--- Task ---
The response should hold each line from the entries below where "none" is found.

--- Stored items ---
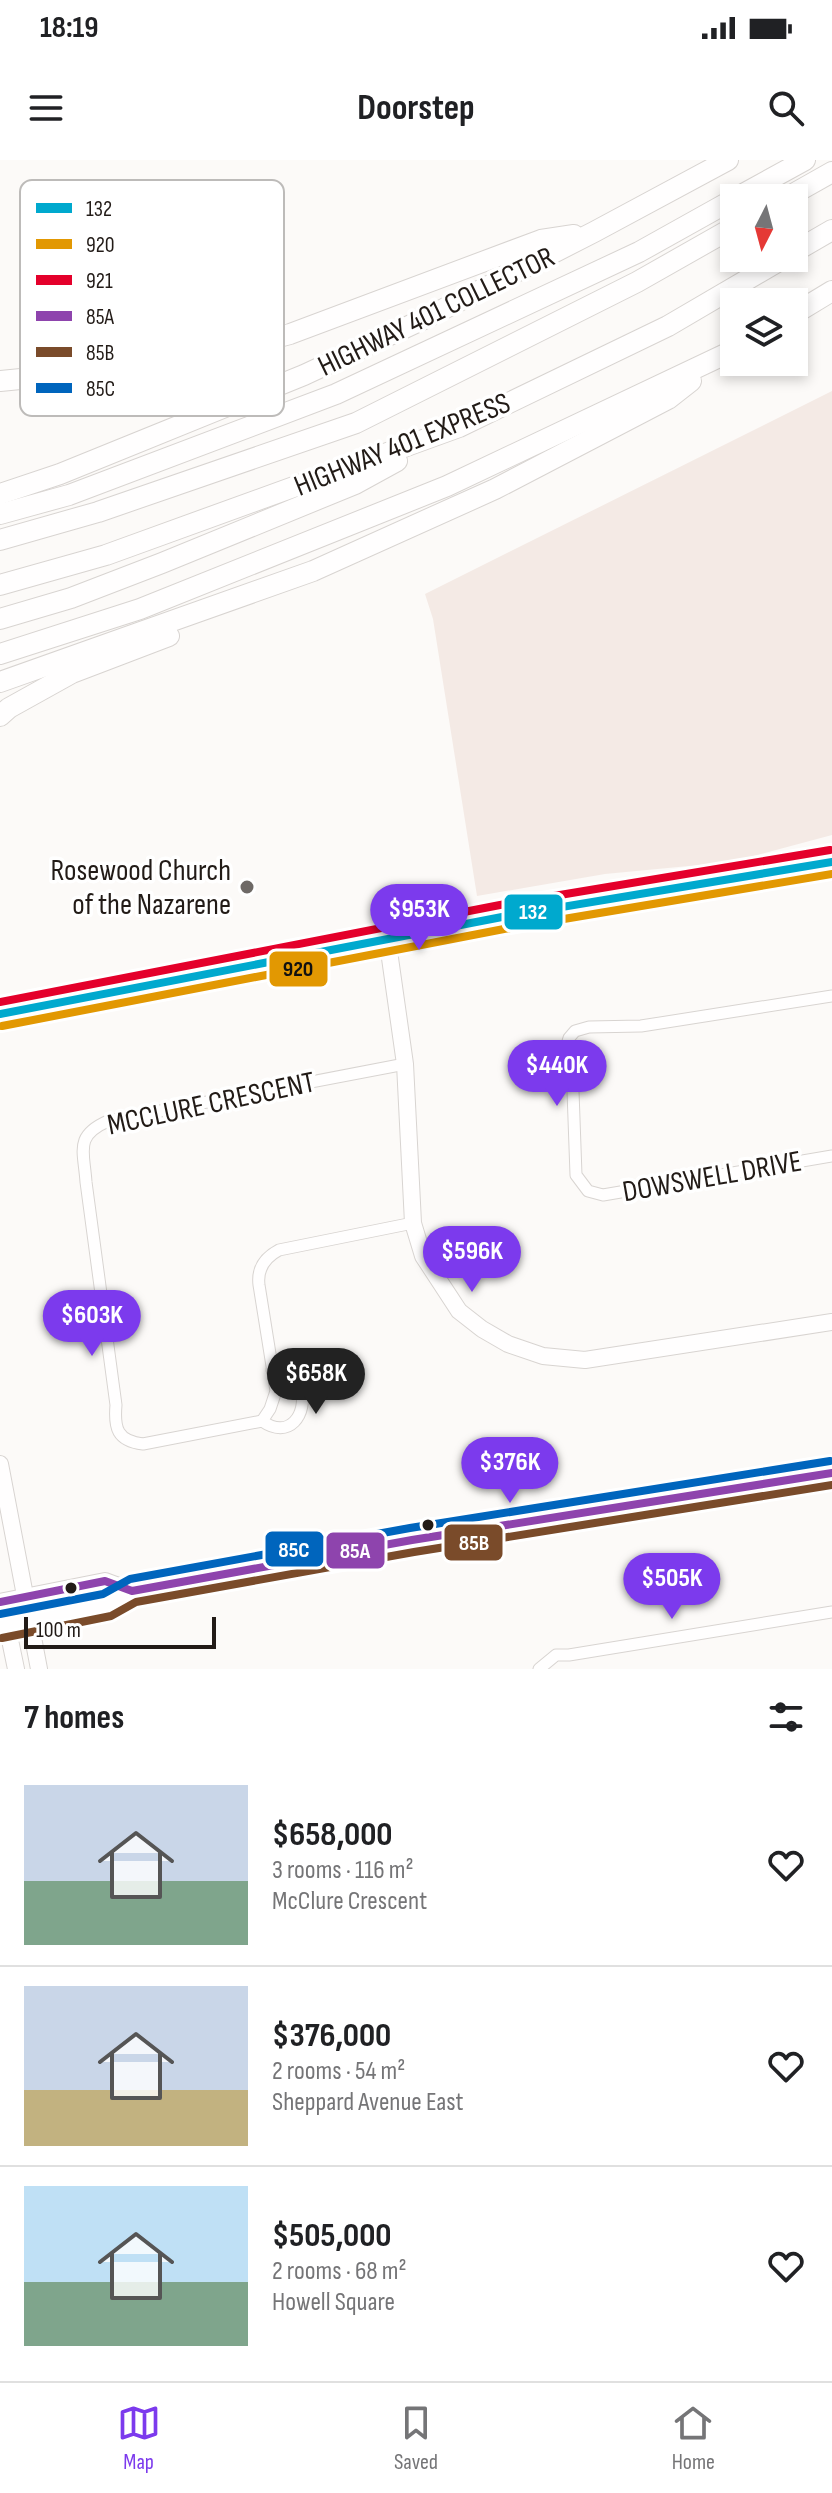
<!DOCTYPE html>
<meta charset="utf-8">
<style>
body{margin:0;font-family:"Sofia Sans Condensed",sans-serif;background:#f2f2f2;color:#202124;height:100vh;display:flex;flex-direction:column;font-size:30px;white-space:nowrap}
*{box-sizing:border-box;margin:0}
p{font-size:26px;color:#757577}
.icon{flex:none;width:44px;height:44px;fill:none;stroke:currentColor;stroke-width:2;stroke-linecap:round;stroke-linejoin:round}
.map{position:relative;height:1509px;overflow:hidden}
.sheet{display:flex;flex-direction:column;background:#fff;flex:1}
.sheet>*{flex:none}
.needle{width:52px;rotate:186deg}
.buttons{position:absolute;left:720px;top:24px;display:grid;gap:16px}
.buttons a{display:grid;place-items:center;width:88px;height:88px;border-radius:0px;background:#fff;box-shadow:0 4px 12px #0003;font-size:40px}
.scale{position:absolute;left:24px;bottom:20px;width:192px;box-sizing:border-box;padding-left:8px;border:4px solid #221b17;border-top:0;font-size:22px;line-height:28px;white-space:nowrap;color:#221b17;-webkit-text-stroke:6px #fff;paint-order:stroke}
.price{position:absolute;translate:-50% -68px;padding:0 18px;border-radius:28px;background:#7c3aed;color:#fff;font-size:26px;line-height:52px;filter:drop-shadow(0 2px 4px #0008)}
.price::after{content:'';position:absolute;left:50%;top:48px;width:24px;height:18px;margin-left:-12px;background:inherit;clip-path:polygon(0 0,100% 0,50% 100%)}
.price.current{background:#222;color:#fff}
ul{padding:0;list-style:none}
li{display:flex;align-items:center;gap:24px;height:200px;padding:0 24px}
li+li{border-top:2px solid #e0e0e0}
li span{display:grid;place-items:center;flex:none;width:224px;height:160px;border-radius:0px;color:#555}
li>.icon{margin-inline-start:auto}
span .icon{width:96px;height:96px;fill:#fffc;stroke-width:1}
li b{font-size:34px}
h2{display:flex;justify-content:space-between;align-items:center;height:96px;padding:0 24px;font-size:34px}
.status{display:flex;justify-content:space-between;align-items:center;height:56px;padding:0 40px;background:#fff;direction:ltr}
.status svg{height:22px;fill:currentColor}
header{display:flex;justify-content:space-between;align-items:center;height:104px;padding:0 24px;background:#fff;font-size:36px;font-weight:700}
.menu{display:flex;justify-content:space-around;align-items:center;height:112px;border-top:2px solid #e0e0e0;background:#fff;font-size:22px;color:#757577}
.menu a{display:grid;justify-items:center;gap:4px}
.menu .current{color:#7c3aed}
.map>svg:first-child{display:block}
.built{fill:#f4eae5}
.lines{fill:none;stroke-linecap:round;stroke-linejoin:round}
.street-casing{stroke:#d8d4d1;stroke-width:13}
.secondary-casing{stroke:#d8d4d1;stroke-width:18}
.highway-casing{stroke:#d8d4d1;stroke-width:22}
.street{stroke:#fffefe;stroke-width:11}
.secondary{stroke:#fffefe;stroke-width:16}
.highway{stroke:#fffefe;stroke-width:20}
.bus-1-casing{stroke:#fff;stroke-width:14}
.bus-2-casing{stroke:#fff;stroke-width:14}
.bus-3-casing{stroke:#fff;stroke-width:14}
.bus-4-casing{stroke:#fff;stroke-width:14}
.bus-5-casing{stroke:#fff;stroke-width:14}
.bus-6-casing{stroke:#fff;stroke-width:14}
.bus-1{stroke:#00a9ce;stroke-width:8}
.bus-2{stroke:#e29802;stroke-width:8}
.bus-3{stroke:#e4002b;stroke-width:8}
.bus-4{stroke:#8e44ad;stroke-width:8}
.bus-5{stroke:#7a4b2a;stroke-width:8}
.bus-6{stroke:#0065bd;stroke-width:8}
.poi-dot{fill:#6e6966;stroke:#fff;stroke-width:3}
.bus-dot{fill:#221b17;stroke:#fff;stroke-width:3}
.labels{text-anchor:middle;stroke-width:7;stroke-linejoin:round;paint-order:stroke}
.street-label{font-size:30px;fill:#221b17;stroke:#fff}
.poi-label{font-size:30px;fill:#221b17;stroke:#fff;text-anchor:end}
.key{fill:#fff;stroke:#bdbbb9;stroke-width:2}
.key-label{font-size:22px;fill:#221b17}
.line-badge{stroke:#fff;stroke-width:3}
.badge-label{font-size:22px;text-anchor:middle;font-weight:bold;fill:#fff}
.pale-badge-label{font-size:22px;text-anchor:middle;font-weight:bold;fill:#111}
</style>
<div class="status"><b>18:19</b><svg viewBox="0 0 49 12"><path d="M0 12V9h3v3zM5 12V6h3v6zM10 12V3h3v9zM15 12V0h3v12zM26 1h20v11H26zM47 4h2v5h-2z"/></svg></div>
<header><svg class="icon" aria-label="menu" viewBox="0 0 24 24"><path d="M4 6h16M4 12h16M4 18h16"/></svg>Doorstep<svg class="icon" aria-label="search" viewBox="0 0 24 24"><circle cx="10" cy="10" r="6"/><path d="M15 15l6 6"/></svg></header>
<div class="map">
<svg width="832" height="1509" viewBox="0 0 832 1509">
<rect width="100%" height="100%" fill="#fcfaf8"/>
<path class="built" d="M832,231V675L731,702L605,714L477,736L433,459L425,434Z"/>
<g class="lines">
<g class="street-casing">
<g id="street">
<path d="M832,836L641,866L589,867L575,871L569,878L566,888L571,903L573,931L576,1015L588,1031L603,1035L832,996"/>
<path d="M405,904L108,961C74,976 84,991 86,1022L116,1245C114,1268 117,1281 143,1284L262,1261L270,1249L276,1231L259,1125C257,1109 264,1098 279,1090L413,1063"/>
<path d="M262,1261C289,1280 308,1255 301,1228L272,1210"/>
<path d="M539,1509L556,1495H569L832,1452"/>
</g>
</g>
<g class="secondary-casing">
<g id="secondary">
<path d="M387,777L405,904L413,1063L423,1096L459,1151L482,1169L508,1184L543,1196L585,1200L832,1162"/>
<path d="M0,854C167,820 335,788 502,757C612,736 723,724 832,702"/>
<path d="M0,1304L39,1509"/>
<path d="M0,1442L105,1421L132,1431"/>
<path d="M5,1456L16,1509"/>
<path d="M0,1466L107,1445L132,1431L412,1380L832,1313"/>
</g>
</g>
<g class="highway-casing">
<g id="highway">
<path d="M736,38L805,0"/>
<path d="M786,38L832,12"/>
<path d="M794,92L832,70"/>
<path d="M794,154L832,131"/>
<path d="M0,221L182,203L290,174L541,80L574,75"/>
<path d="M0,334L60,314L304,215L426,158L594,72L728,0"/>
<path d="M0,354L69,335L336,234L639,92L734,39"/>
<path d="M0,380L98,352L356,263L637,122L734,67"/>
<path d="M0,425L106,395L459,267L668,166L784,98"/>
<path d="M0,459L71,438L162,403L355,324L397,301"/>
<path d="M0,494L140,449L447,326L734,190"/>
<path d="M0,522L313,411L495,329L668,239L691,221"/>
<path d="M0,556L9,548L72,513L169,476"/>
</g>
</g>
<use href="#street" class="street"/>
<use href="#secondary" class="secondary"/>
<use href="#highway" class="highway"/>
<g class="bus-1-casing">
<path id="bus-1" d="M0,854L502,757L832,702"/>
</g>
<g class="bus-2-casing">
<path id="bus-2" d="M2,866L504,769L832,714"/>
</g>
<g class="bus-3-casing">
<path id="bus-3" d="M0,842L500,745L830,690"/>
</g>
<g class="bus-4-casing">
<path id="bus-4" d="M0,1442L105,1421L132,1431L412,1380L832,1313"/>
</g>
<g class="bus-5-casing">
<path id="bus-5" d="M2,1478L111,1456L136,1442L414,1392L832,1325"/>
</g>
<g class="bus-6-casing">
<path id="bus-6" d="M0,1454L103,1434L130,1419L410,1368L830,1301"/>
</g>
<use href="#bus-1" class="bus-1"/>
<use href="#bus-2" class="bus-2"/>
<use href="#bus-3" class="bus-3"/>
<use href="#bus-4" class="bus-4"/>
<use href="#bus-5" class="bus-5"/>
<use href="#bus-6" class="bus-6"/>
</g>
<circle class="poi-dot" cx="247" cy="727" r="8"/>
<g class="bus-dot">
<circle cx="428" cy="1365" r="7"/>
<circle cx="71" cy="1428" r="7"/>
</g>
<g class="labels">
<g class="street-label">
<text transform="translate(436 151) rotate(-26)" y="10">HIGHWAY 401 COLLECTOR</text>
<text transform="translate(402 284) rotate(-22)" y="10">HIGHWAY 401 EXPRESS</text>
<text transform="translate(211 943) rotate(-12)" y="10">MCCLURE CRESCENT</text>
<text transform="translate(712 1016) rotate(-10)" y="10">DOWSWELL DRIVE</text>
</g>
<g class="poi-label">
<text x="231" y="720">Rosewood Church<tspan x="231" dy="34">of the Nazarene</tspan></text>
</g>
</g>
<rect x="20" y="20" width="264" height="236" rx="12" class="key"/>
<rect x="36" y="43" width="36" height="10" fill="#00a9ce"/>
<rect x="36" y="79" width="36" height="10" fill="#e29802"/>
<rect x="36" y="115" width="36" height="10" fill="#e4002b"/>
<rect x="36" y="151" width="36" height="10" fill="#8e44ad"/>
<rect x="36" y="187" width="36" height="10" fill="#7a4b2a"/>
<rect x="36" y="223" width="36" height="10" fill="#0065bd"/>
<g class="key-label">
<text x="86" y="56">132</text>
<text x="86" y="92">920</text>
<text x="86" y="128">921</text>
<text x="86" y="164">85A</text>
<text x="86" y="200">85B</text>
<text x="86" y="236">85C</text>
</g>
<g class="line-badge">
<rect x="503" y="733" width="61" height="38" rx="8" fill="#00a9ce"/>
<rect x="268" y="790" width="61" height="38" rx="8" fill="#e29802"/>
<rect x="443" y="1363" width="61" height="39" rx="8" fill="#7a4b2a"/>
<rect x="264" y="1370" width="61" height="38" rx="8" fill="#0065bd"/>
<rect x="325" y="1371" width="61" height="39" rx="8" fill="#8e44ad"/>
</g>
<g class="badge-label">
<text x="533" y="759">132</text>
<text x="474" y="1390">85B</text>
<text x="294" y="1397">85C</text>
<text x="355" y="1398">85A</text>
</g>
<g class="pale-badge-label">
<text x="298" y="816">920</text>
</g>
</svg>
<div class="buttons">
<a><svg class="needle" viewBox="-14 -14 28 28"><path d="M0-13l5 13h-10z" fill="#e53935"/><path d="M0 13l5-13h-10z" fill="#757577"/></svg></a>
<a><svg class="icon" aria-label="layers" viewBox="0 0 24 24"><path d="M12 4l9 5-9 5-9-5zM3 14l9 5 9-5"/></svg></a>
</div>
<div class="scale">100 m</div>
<b class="price" style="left:419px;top:792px">$953K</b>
<b class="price" style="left:557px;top:948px">$440K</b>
<b class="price" style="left:472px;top:1134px">$596K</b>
<b class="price" style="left:92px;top:1198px">$603K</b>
<b class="price current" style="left:316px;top:1256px">$658K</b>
<b class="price" style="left:510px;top:1345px">$376K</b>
<b class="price" style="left:672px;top:1461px">$505K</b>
</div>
<section class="sheet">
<h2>7 homes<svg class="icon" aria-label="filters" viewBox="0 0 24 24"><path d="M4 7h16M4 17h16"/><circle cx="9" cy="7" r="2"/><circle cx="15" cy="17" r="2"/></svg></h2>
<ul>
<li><span style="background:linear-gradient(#c9d6e8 60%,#7fa58c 0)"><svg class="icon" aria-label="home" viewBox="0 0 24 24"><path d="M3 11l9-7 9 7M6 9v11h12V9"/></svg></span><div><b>$658,000</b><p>3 rooms · 116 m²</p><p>McClure Crescent</p></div><svg class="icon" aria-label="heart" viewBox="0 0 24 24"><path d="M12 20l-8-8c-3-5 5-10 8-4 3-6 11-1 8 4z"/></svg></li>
<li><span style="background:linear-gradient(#c9d6e8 65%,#c2b280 0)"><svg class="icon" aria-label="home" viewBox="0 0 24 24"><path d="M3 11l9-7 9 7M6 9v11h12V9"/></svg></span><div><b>$376,000</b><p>2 rooms · 54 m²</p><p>Sheppard Avenue East</p></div><svg class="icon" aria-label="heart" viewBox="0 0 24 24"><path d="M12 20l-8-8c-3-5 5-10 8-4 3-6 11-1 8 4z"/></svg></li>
<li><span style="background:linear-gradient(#bfe0f5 60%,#7fa58c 0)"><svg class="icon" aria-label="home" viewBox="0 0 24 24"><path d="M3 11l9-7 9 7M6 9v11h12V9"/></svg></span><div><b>$505,000</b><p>2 rooms · 68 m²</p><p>Howell Square</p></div><svg class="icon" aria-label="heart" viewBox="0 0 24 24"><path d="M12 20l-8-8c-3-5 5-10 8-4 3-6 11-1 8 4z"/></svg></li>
</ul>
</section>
<nav class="menu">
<a class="current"><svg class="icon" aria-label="map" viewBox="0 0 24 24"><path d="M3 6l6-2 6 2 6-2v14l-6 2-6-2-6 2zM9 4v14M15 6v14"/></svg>Map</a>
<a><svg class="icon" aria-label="saved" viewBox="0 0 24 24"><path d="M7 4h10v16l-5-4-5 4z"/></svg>Saved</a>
<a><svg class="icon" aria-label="home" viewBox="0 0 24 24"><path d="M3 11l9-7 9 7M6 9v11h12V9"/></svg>Home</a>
</nav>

--- Solution to this problem ---
.icon{flex:none;width:44px;height:44px;fill:none;stroke:currentColor;stroke-width:2;stroke-linecap:round;stroke-linejoin:round}
.sheet>*{flex:none}
ul{padding:0;list-style:none}
li span{display:grid;place-items:center;flex:none;width:224px;height:160px;border-radius:0px;color:#555}
.lines{fill:none;stroke-linecap:round;stroke-linejoin:round}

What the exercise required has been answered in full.